A recente criação da Agência Espacial Portuguesa e a construção da base de lançamento de microssatélites na Ilha de Santa Maria, nos Açores, é segundo o presidente da ANACOM uma dimensão que deve ser explorada. João Cadete de Matos mencinou o conceito de network of networks (constelações de satélites) e referiu como toda esta área pode ser uma oportunidade de desenvolvimento para o país.

Realçou ainda os cabos submarinos, que podem ser utilizados na deteção de sismos, uma vez que atravessam as três placas tectónicas do Oceano Atlântico e são uma potencial ponte de ligação aos continentes Africano e Americano.

Estamos prontos?

Atualmente existem duas hipóteses de implementação do 5G. Com base na infraestrutura da rede 4G (no-standalone), o método utilizado pela grande maioria dos operadores internacionais que já disponibilizam a nova rede ao público, ou de forma independente, que implica a criação de uma base de suporte de raiz (standalone).

O CTO da NOS diz que a sua escolha vai depender muito da evolução que se verificar nos próximos tempos. Hoje optariam pela solução baseada em 4G, mas espera que em quatro anos a solução standalone seja a mais viável, até porque oferece uma qualidade superior.

“Não há dúvidas de que precisamos do 5G. A questão é se é daqui a uma semana ou daqui a um ano.” Foram estas as palavras do representante da Altice, que, em conjunto com os seus homólogos frisou o crescimento anual de 80% do tráfego nas redes móveis, criando limites às tecnologias atual (do 4G).

A questão da necessidade está esclarecida, mas a disponibilidade da indústria para acompanhar as necessidades do mercado não tanto. Foi consensual a necessidade de tempo para uma maior maturação da tecnologia.

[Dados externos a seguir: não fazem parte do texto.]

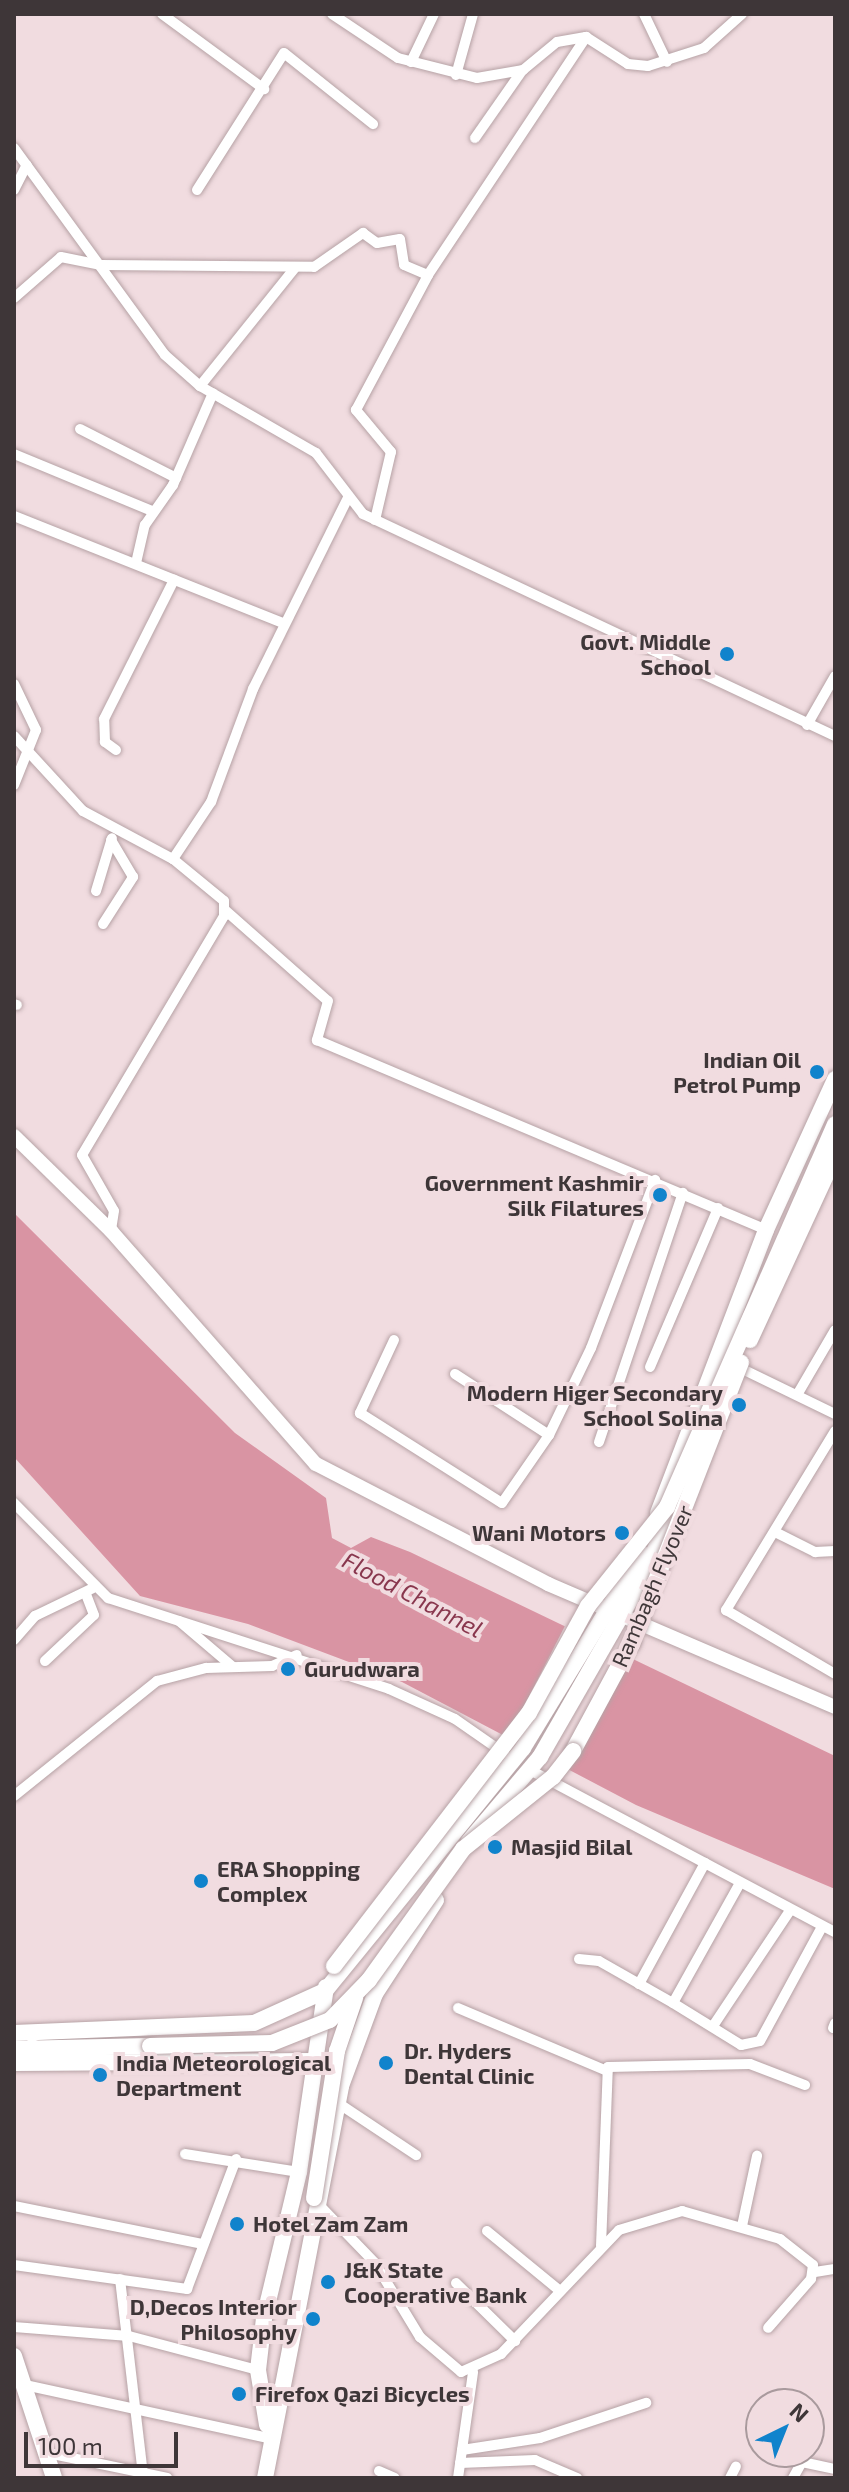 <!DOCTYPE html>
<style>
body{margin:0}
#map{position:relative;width:849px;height:2492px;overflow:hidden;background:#f1dce0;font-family:"Exo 2",sans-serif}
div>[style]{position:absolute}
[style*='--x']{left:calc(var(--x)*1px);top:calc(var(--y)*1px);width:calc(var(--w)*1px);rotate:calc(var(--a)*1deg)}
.water>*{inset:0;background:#d994a3}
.pier>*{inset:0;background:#f1dce0;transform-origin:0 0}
.roads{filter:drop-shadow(0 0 2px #b6a2a5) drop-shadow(0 0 2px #b6a2a5)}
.street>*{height:10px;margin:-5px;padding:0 5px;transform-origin:5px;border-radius:5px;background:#fff}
.secondary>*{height:14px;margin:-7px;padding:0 7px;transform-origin:7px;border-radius:7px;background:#fff}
.primary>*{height:16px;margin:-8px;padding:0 8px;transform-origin:8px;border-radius:8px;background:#fff}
.bridges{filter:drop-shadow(0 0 2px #b6a2a5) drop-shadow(0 0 2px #b6a2a5)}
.primary-bridge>*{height:16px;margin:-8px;padding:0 8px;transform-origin:8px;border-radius:8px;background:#fff}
.dots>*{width:22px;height:22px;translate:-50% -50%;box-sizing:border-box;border:4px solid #f1dce0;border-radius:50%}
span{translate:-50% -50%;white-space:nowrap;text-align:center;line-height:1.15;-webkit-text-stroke:8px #f1dce0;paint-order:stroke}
.poi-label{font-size:22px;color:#3e3638;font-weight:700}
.right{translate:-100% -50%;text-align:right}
.left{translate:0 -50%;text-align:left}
.street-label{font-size:22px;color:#3e3638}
.water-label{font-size:24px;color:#89374e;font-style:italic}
.frame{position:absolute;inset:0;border:16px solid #3e3638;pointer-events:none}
.north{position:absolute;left:745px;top:2388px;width:80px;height:80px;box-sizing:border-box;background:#f1dce0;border:2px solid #a99a9d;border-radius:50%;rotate:43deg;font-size:22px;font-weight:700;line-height:32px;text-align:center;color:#3e3638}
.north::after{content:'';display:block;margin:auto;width:28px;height:36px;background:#1083cc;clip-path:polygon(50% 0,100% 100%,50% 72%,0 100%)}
.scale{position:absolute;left:24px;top:2432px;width:154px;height:36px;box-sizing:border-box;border:4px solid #3e3638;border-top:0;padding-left:10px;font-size:24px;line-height:28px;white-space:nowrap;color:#3e3638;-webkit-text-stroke:6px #f1dce0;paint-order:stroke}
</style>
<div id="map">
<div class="water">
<div style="clip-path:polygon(14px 1213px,235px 1433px,326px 1498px,332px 1538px,351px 1548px,371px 1537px,410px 1552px,835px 1756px,835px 1889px,636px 1805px,402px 1682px,248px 1624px,140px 1596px,14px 1457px)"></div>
</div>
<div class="pier">
<div style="left:568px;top:1620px;width:69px;height:137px;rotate:27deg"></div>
</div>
<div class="roads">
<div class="street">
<div style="--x:162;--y:14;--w:127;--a:36.3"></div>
<div style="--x:332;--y:14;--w:79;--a:33.7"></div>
<div style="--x:398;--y:58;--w:81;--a:14.2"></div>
<div style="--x:477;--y:78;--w:47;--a:-9.9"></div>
<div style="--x:523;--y:70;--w:44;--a:-39.5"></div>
<div style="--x:557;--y:42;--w:29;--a:-10"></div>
<div style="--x:644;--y:14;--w:53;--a:64.4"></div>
<div style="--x:411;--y:62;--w:53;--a:-64.4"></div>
<div style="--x:456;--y:75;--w:63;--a:-74.4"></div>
<div style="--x:475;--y:138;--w:82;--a:-55"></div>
<div style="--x:14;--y:148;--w:256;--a:53.9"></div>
<div style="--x:165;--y:355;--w:47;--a:41.5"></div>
<div style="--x:200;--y:386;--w:134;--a:30"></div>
<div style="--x:316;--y:453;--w:77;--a:52.4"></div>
<div style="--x:363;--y:514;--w:522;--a:25.19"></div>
<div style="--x:14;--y:190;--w:28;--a:-63"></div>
<div style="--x:197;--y:190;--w:162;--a:-57.6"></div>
<div style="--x:284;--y:53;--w:114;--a:38.6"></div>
<div style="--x:14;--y:298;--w:62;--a:-41.1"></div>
<div style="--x:61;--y:257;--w:41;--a:11.3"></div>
<div style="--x:101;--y:265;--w:213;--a:0.5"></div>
<div style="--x:314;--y:267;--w:60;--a:-34.8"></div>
<div style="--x:363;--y:233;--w:17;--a:36"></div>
<div style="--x:377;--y:243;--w:23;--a:-10"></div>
<div style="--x:400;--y:239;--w:26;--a:81"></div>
<div style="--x:404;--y:265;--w:26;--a:23"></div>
<div style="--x:200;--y:386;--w:151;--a:-51.2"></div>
<div style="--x:80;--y:429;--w:108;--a:27"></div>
<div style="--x:14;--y:454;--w:149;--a:22.4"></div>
<div style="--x:14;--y:516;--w:289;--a:21.7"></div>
<div style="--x:375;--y:520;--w:70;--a:-76.8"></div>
<div style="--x:391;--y:452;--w:55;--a:-129.8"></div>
<div style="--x:356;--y:410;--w:153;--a:-61.9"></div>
<div style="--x:428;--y:275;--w:286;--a:-56.4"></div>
<div style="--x:586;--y:37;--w:50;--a:32.7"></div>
<div style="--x:628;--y:64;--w:20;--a:6"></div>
<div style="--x:648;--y:66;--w:59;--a:-17.8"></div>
<div style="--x:704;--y:48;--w:51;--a:-41.8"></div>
<div style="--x:136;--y:563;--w:39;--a:-77"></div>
<div style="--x:145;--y:525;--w:49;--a:-55"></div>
<div style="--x:173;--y:485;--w:100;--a:-66.5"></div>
<div style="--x:14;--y:684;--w:51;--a:64.4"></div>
<div style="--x:36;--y:730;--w:59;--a:111.8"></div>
<div style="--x:807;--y:725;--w:56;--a:-60.3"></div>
<div style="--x:14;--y:736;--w:102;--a:47.4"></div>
<div style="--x:83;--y:811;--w:102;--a:28.1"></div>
<div style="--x:173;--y:859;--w:66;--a:39.5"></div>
<div style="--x:224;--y:901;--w:15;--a:90"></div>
<div style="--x:224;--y:916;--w:278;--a:120.7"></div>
<div style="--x:82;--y:1155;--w:64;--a:60.3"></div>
<div style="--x:114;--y:1211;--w:20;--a:99"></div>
<div style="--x:116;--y:750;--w:14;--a:-144"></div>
<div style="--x:105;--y:742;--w:23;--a:-92"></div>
<div style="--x:104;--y:719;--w:156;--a:-63.3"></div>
<div style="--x:173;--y:859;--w:69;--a:-56.3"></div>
<div style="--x:211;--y:802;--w:121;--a:-69.6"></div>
<div style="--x:253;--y:689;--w:213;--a:-63.6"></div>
<div style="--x:96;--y:891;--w:55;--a:-73.2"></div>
<div style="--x:225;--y:910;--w:137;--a:41.5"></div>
<div style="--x:328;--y:1001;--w:41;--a:105.8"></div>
<div style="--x:317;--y:1040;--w:488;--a:22.9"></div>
<div style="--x:103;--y:924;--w:56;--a:-57.4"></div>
<div style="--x:133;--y:877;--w:43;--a:-120.7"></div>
<div style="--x:14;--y:1004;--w:3;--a:18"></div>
<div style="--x:394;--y:1340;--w:81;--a:115"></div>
<div style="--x:360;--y:1413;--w:168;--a:32.4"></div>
<div style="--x:502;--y:1503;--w:83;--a:-55.3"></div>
<div style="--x:549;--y:1435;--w:97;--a:-64.2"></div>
<div style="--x:591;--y:1348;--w:180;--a:-69.1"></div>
<div style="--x:736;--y:1366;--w:110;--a:25.9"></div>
<div style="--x:650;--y:1367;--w:173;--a:-66.8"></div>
<div style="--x:455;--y:1374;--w:112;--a:33"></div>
<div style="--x:797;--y:1395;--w:75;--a:-59.7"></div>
<div style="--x:835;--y:1431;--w:210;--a:121.3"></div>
<div style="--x:726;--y:1610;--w:126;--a:30.4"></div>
<div style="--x:599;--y:1442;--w:263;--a:-71.4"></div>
<div style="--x:14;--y:1503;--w:134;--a:45.3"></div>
<div style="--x:108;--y:1598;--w:295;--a:17.9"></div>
<div style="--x:389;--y:1689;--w:72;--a:24.4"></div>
<div style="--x:455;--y:1719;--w:60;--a:34.8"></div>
<div style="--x:775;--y:1532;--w:45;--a:26.6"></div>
<div style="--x:815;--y:1552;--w:20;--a:-3"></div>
<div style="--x:179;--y:1621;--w:71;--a:40.4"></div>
<div style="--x:14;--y:1640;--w:32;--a:-49"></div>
<div style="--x:35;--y:1616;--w:64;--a:-25.8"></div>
<div style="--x:45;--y:1661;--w:67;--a:-43.2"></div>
<div style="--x:94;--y:1615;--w:22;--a:-111"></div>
<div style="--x:530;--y:1770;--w:345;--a:28"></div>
<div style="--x:14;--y:1796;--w:184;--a:-38.8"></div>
<div style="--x:157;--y:1681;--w:51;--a:-14.9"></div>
<div style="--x:206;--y:1668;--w:66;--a:-1.7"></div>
<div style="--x:272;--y:1666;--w:27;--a:-24"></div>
<div style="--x:740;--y:1883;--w:137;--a:119.2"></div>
<div style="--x:673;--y:2003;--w:80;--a:31.7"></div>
<div style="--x:741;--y:2045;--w:19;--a:-12"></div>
<div style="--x:760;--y:2041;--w:130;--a:-61.5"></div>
<div style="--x:579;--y:1959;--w:20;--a:6"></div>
<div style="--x:599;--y:1961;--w:85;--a:29.6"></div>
<div style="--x:639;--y:1984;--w:138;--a:-61.4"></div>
<div style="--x:458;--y:2008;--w:162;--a:22.9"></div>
<div style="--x:713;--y:2026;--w:137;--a:-56.3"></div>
<div style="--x:833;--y:2028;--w:5;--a:-68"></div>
<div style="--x:338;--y:2103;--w:94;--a:33.7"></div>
<div style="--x:185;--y:2154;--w:115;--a:9"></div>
<div style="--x:14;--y:2206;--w:193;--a:11.4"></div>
<div style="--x:321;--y:2207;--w:78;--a:46"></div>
<div style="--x:375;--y:2263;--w:87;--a:58.7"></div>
<div style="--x:420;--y:2337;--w:54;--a:40.5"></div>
<div style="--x:461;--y:2372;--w:44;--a:-24.2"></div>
<div style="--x:501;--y:2354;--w:171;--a:-46.4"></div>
<div style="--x:619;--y:2230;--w:66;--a:-16.8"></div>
<div style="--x:682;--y:2211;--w:102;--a:15.9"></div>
<div style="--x:780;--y:2239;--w:42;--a:38.2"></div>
<div style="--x:813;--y:2265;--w:14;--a:98"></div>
<div style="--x:811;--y:2279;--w:65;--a:131.3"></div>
<div style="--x:742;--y:2226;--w:72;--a:-77.9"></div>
<div style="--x:487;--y:2231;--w:94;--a:39.4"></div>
<div style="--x:601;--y:2246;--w:179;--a:-87.8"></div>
<div style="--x:608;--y:2067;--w:142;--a:-1.2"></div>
<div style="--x:750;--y:2064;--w:59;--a:20.9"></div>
<div style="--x:14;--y:2265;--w:175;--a:7.9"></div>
<div style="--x:187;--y:2289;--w:139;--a:-69.3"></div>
<div style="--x:815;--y:2272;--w:20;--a:-9"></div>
<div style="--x:120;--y:2279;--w:196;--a:83.3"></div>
<div style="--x:456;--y:2283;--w:83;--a:44.5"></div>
<div style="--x:14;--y:2327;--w:115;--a:4.5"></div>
<div style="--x:129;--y:2336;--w:133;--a:14.8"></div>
<div style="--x:25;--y:2385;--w:250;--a:12.3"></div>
<div style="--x:462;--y:2450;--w:79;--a:-8.7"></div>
<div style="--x:540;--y:2438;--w:112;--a:-18.3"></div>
<div style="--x:43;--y:2452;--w:127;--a:11.8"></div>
<div style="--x:460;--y:2463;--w:75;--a:-2.3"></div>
<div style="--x:535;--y:2460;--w:46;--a:23.2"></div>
<div style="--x:379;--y:2471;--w:17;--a:24"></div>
<div style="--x:458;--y:2478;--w:107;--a:-81.9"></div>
<div style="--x:730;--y:2478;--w:13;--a:-63"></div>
<div style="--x:793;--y:2478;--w:18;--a:-61"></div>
<div style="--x:802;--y:2462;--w:34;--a:12"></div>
</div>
<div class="secondary">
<div style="--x:14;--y:1136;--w:136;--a:44.4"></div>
<div style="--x:111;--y:1231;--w:310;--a:48.7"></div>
<div style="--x:316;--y:1464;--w:261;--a:27.3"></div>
<div style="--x:548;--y:1584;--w:312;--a:23.2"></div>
</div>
<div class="primary">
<div style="--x:658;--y:1513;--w:303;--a:-69.1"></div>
<div style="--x:766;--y:1230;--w:166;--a:-65.4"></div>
<div style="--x:573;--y:1751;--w:124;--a:-61.6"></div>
<div style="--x:469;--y:1841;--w:110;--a:-49.8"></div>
<div style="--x:540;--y:1757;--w:193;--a:-60.1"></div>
<div style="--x:636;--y:1590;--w:102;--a:-64.9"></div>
<div style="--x:14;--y:2033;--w:240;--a:-2.4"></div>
<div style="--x:254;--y:2023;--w:78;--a:-24.3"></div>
<div style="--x:325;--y:1991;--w:313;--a:-50.8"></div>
<div style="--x:523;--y:1748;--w:228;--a:-58.6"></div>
<div style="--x:32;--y:2047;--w:28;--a:23"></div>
<div style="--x:14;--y:2049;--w:136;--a:-1.3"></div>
<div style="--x:14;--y:2063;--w:300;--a:-0.4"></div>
<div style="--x:14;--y:2356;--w:128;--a:71.8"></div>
<div style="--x:267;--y:2425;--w:56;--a:-99.3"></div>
<div style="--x:258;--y:2370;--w:52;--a:-83.4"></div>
<div style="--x:264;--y:2318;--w:150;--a:-76.5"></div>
<div style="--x:299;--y:2172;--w:187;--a:-81.7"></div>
<div style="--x:265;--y:2478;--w:399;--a:-79"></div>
<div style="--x:341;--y:2086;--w:98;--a:-69.7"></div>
<div style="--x:375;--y:1994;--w:112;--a:-57"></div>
</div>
</div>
<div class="bridges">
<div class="primary-bridge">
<div style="--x:750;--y:1340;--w:203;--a:-65.2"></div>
<div style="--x:632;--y:1642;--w:300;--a:-68.7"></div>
<div style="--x:334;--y:1966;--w:319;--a:-52.4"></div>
<div style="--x:529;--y:1713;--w:122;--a:-61.1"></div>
<div style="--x:588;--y:1606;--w:127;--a:-51.4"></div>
<div style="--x:667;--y:1507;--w:418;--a:-66.3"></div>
<div style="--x:150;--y:2046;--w:122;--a:-1.4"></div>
<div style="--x:272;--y:2043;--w:62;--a:-21.6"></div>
<div style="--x:330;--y:2020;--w:56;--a:-45.7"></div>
<div style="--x:369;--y:1980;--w:161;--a:-54.3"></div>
<div style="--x:463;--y:1849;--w:115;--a:-38.7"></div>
<div style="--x:553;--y:1777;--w:33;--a:-52"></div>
<div style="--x:314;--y:2198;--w:149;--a:-81.1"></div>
<div style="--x:337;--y:2051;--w:56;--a:-71.2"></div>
</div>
</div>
<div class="dots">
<div style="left:727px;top:654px;background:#1083cc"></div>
<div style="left:817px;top:1072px;background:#1083cc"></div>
<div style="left:660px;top:1195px;background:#1083cc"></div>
<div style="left:739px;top:1405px;background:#1083cc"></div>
<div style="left:622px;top:1533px;background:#1083cc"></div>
<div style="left:288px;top:1669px;background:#1083cc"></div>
<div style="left:495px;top:1847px;background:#1083cc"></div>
<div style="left:201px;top:1881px;background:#1083cc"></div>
<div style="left:386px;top:2063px;background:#1083cc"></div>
<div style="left:100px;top:2075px;background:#1083cc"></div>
<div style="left:237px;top:2224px;background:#1083cc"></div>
<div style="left:328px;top:2282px;background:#1083cc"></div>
<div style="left:313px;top:2319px;background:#1083cc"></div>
<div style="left:239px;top:2394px;background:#1083cc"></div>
</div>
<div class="poi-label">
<span class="right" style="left:711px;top:654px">Govt. Middle<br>School</span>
<span class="right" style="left:801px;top:1072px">Indian Oil<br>Petrol Pump</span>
<span class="right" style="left:644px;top:1195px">Government Kashmir<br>Silk Filatures</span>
<span class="right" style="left:723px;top:1405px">Modern Higer Secondary<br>School Solina</span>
<span class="right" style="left:606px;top:1533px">Wani Motors</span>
<span class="left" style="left:304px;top:1669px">Gurudwara</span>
<span class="left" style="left:511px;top:1847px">Masjid Bilal</span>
<span class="left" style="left:217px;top:1881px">ERA Shopping<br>Complex</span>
<span class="left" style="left:404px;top:2063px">Dr. Hyders<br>Dental Clinic</span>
<span class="left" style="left:116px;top:2075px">India Meteorological<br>Department</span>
<span class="left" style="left:253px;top:2224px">Hotel Zam Zam</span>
<span class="left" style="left:344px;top:2282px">J&amp;K State<br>Cooperative Bank</span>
<span class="right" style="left:297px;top:2319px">D,Decos Interior<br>Philosophy</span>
<span class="left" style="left:255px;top:2394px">Firefox Qazi Bicycles</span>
</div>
<div class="street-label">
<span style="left:652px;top:1586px;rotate:-67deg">Rambagh Flyover</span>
</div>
<div class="water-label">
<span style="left:413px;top:1594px;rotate:28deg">Flood Channel</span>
</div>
<div class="frame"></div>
<div class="north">N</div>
<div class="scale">100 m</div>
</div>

Mais antenas, maior capacidade da rede? O que é que isto significa ao nível do consumo energético? Outras questões…

Este tema foi introduzido pelo público, e em resposta os operadores disseram não ter dados suficientes, dada a pequena dimensão dos estudos que realizaram até hoje. Com base nas informações partilhadas pelos homólogos chineses o consumo das estações irá no mínimo duplicar. No entanto, a relação de energia por bit de informação decresce. A bateria dos telemóveis aptos para comunicar em 5G também dura menos, mas espera-se uma evolução desta indústria no sentido da eficiência.

A Vodafone anunciou ainda que vai desligar as redes mais antigas (2G e 3G, eventualmente), o que poderá compensar parte deste aumento e salientou ainda o desenvolvimento de algoritmos, já presentes nas suas tecnologias, que permitem reduzir o consumo das infraestruturas quando o tráfego é menor (dando o exemplo das zonas industriais durante a noite).

Outra das questões que surgiu da plateia teve que ver com a possibilidade de recorrer a tecnologias de fonte aberta (open source) para acelerar a inovação, baixar custos e promover uma evolução mais equitativa de todo sector, tendo sido mencionada a iniciativa O-RAN, criada pela AT&T, China Mobile, Deutsche Telekom, NTT DoCoMo e Orange, que em parceria com a Linux Foundation criou a O-RAN Open Source Community para desenvolver e disponibilizar módulos tecnológicos deste modo. Em resposta os representantes das diversas empresas referiram que este tipo de projectos estão tecnologicamente atrasados pelo que implicariam um desenvolvimento interno e acarretariam potenciais riscos que preferem não correr.